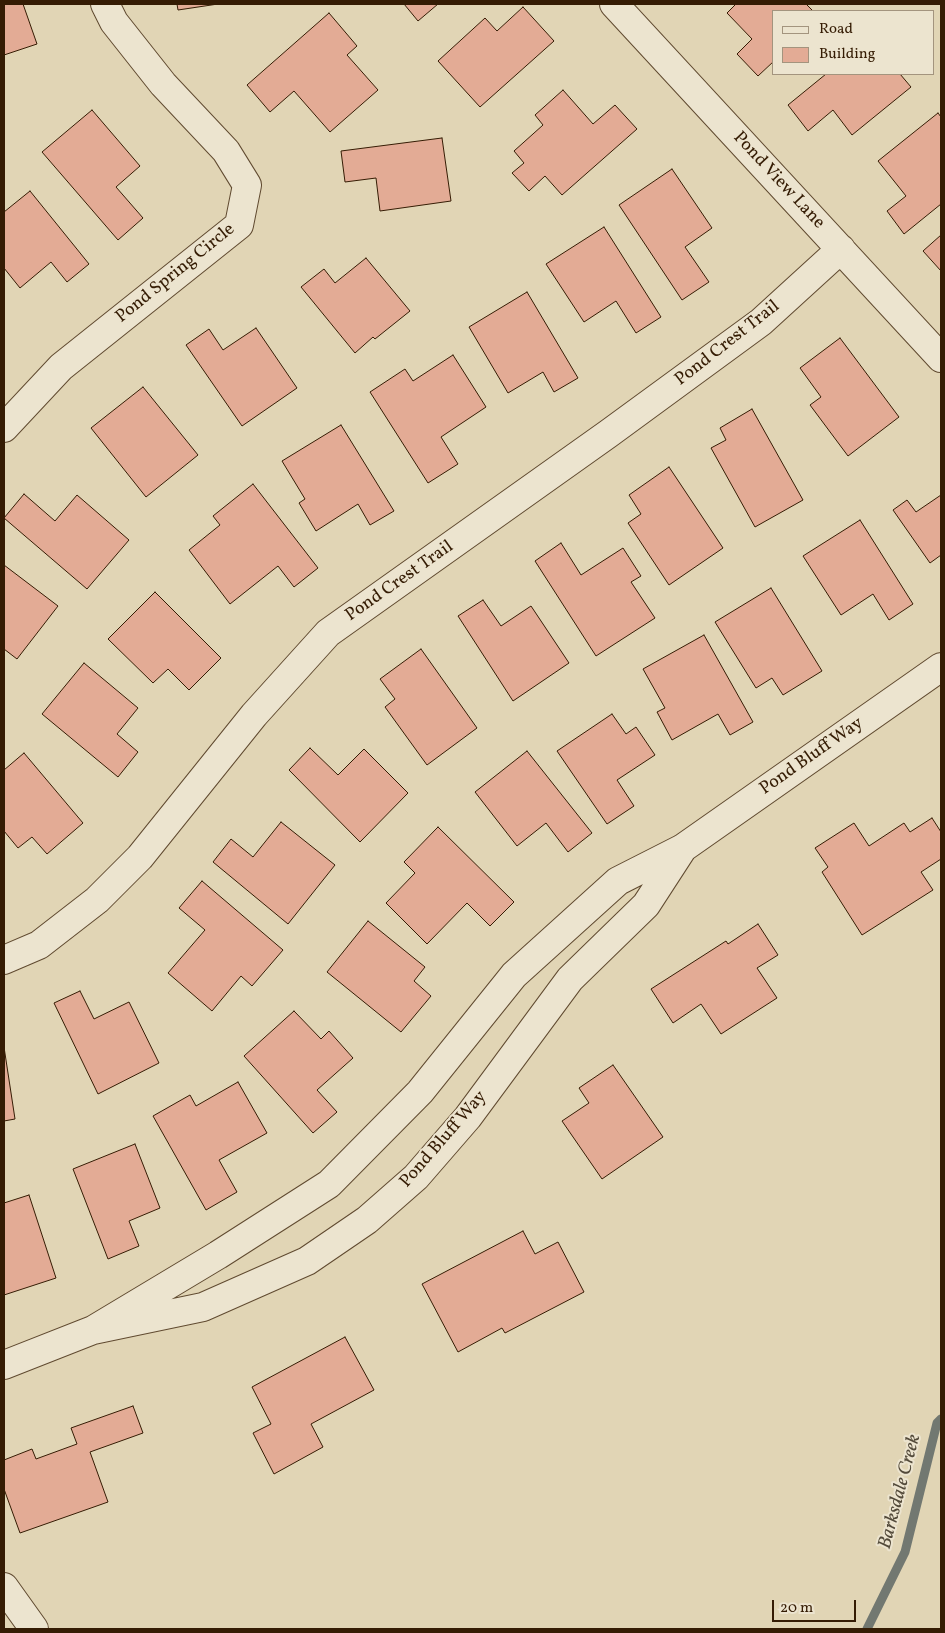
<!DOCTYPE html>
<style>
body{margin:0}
#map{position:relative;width:945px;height:1633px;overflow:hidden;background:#e1d5b5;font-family:Vollkorn,serif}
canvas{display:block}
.frame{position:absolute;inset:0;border:5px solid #351c04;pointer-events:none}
.legend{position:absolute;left:772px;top:10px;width:162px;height:65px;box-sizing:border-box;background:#ece4cf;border:1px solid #a3947e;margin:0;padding:6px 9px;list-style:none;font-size:15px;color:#351c04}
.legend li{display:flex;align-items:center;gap:10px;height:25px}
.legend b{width:25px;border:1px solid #a3947e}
.scale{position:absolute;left:772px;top:1600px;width:84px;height:22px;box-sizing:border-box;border:2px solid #351c04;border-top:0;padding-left:6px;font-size:15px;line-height:18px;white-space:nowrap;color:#351c04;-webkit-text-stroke:4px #ece4cf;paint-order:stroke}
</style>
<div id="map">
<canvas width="945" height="1633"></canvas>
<div class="frame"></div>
<ul class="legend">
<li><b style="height:6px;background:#ece4cf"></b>Road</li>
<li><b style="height:14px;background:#e3ab95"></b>Building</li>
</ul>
<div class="scale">20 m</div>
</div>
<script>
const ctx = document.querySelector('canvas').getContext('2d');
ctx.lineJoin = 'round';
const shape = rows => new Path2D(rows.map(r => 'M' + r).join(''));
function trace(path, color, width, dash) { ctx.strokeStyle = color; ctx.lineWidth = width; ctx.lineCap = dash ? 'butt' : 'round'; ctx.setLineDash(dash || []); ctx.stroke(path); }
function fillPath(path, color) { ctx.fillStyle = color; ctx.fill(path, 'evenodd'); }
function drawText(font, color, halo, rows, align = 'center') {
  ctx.font = font + ' Vollkorn,serif'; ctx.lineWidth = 4; ctx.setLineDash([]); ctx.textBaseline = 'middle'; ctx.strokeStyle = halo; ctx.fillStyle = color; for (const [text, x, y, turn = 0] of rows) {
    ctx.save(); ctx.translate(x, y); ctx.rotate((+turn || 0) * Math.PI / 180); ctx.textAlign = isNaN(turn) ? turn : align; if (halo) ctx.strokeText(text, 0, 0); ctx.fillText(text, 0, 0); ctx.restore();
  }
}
const stream = shape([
 [867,1629,905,1552,937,1423,941,1419]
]);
const building = shape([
 [4,4,23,4,37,44,4,55,4,4],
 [177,4,218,4,178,10,177,4],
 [404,4,438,4,418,21,404,4],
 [736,4,806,4,813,11,774,11,774,61,758,76,737,54,752,39,727,13,736,4],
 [523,7,554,41,480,107,438,61,485,18,497,31,523,7],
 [329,13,357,46,347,55,378,90,330,132,294,91,270,112,247,85,329,13],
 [826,74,900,74,911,87,852,135,833,110,808,131,788,105,826,74],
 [563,90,593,124,615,105,637,129,562,195,545,176,529,191,512,173,524,163,514,151,543,125,535,115,563,90],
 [92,110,140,166,116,187,143,218,118,240,42,152,92,110],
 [938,113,941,117,941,204,904,234,887,211,906,196,878,161,938,113],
 [442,138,451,201,380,211,376,178,345,182,341,151,442,138],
 [672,169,712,228,685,247,709,282,682,300,619,205,672,169],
 [30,191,89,264,67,282,51,262,20,288,4,268,4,212,30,191],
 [604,227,661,317,636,333,616,301,584,322,546,264,604,227],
 [941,235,941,271,923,251,941,235],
 [366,258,410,311,375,339,373,337,355,353,301,287,324,269,335,283,366,258],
 [527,292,578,378,554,392,543,372,508,393,469,327,527,292],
 [256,328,297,388,242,426,186,345,209,329,223,350,256,328],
 [840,338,899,417,848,456,810,405,821,397,800,368,840,338],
 [453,355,486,407,441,437,458,464,428,483,370,392,405,369,413,381,453,355],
 [143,387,198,455,146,497,91,428,143,387],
 [752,409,803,500,755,527,711,448,726,440,720,428,752,409],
 [341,425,394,511,370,525,358,504,316,531,299,503,305,499,282,461,341,425],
 [669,467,723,548,669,585,628,523,641,514,629,495,669,467],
 [253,484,318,568,294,587,278,566,230,604,189,550,220,525,213,516,253,484],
 [24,494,55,521,77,495,129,540,87,589,4,518,24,494],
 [941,495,941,555,930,563,893,510,907,500,916,512,941,495],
 [860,520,913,604,889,620,873,594,841,615,803,556,860,520],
 [561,543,581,575,623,548,641,576,631,582,655,618,596,656,535,561,561,543],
 [4,565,58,606,17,659,4,649,4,565],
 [771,588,822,671,783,695,772,678,756,688,715,622,771,588],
 [155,592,221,658,189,690,168,669,153,683,108,639,155,592],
 [483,600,501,626,531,606,569,663,513,701,458,616,483,600],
 [704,635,753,722,730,735,718,714,672,740,657,712,665,708,643,669,704,635],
 [421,649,477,728,427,765,385,707,395,699,380,679,421,649],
 [84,663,138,708,117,734,138,752,118,777,42,714,84,663],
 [612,714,626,734,636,727,655,755,617,780,634,806,607,824,557,751,612,714],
 [310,748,338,775,364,749,408,793,360,842,289,770,310,748],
 [527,751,592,833,568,852,546,823,517,846,475,792,527,751],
 [24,753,83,823,47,854,32,837,18,848,4,831,4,770,24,753],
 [932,818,941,832,941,859,921,872,933,890,862,935,822,872,828,867,815,848,854,823,869,846,904,823,910,832,932,818],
 [281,822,335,865,288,924,213,862,231,839,253,857,281,822],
 [438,827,514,902,490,926,467,903,427,944,386,903,415,873,404,862,438,827],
 [202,881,283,950,252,986,241,976,212,1011,168,973,205,930,179,908,202,881],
 [368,921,425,967,414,981,431,996,401,1032,327,972,368,921],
 [758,924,778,955,757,968,777,998,721,1034,701,1004,673,1023,651,989,726,941,728,944,758,924],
 [80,991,94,1019,129,1002,159,1063,98,1094,54,1003,80,991],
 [294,1011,321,1039,329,1031,353,1058,317,1090,337,1112,313,1133,244,1056,294,1011],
 [4,1047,15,1119,4,1121,4,1047],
 [613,1065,663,1137,602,1179,562,1121,589,1103,579,1088,613,1065],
 [238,1082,267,1133,219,1160,237,1192,206,1210,153,1116,190,1095,196,1106,238,1082],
 [135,1144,160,1208,129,1221,139,1246,108,1259,73,1169,135,1144],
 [29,1195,56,1278,4,1295,4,1203,29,1195],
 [523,1231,535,1254,558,1242,584,1292,505,1333,502,1328,458,1352,422,1284,523,1231],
 [345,1337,374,1390,311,1424,323,1447,274,1474,253,1433,271,1424,252,1387,345,1337],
 [133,1406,143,1433,90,1452,108,1502,20,1533,4,1489,4,1460,32,1449,36,1459,77,1444,71,1428,133,1406]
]);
const minor = shape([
 [614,4,941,358],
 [4,428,61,367,239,225,247,185,226,151,163,84,114,22,105,4],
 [683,848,646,905,570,979,468,1117,416,1177,367,1220,307,1261,203,1307,93,1330,218,1255,329,1184,420,1092,514,975,618,881,683,848,941,667],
 [4,960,39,945,97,900,140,857,254,715,328,633,608,434,761,322,841,249],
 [4,1365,93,1330],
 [4,1587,34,1629]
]);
const streetNames = [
 ["Pond View Lane",778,181,47],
 ["Pond Spring Circle",176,274,-39],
 ["Pond Crest Trail",728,344,-38],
 ["Pond Crest Trail",400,582,-35],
 ["Pond Bluff Way",812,757,-35],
 ["Pond Bluff Way",444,1140,-49]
];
const waterNames = [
 ["Barksdale Creek",901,1492,-75]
];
trace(stream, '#727871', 9);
fillPath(building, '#e3ab95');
trace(building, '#351c04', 1);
trace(minor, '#604a30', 30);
trace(minor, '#ece4cf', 28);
drawText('18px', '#351c04', '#ece4cf', streetNames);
drawText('italic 19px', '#534a3a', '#ece4cf', waterNames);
</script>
+ + + + +
[DIRECTIONS]
Of the lines above, output exactly those from the line bearing "const shape = rows" through the line bearing "function drawText(font, color, halo, rows, align", inclusive.

[REPLY]
const shape = rows => new Path2D(rows.map(r => 'M' + r).join(''));
function trace(path, color, width, dash) { ctx.strokeStyle = color; ctx.lineWidth = width; ctx.lineCap = dash ? 'butt' : 'round'; ctx.setLineDash(dash || []); ctx.stroke(path); }
function fillPath(path, color) { ctx.fillStyle = color; ctx.fill(path, 'evenodd'); }
function drawText(font, color, halo, rows, align = 'center') {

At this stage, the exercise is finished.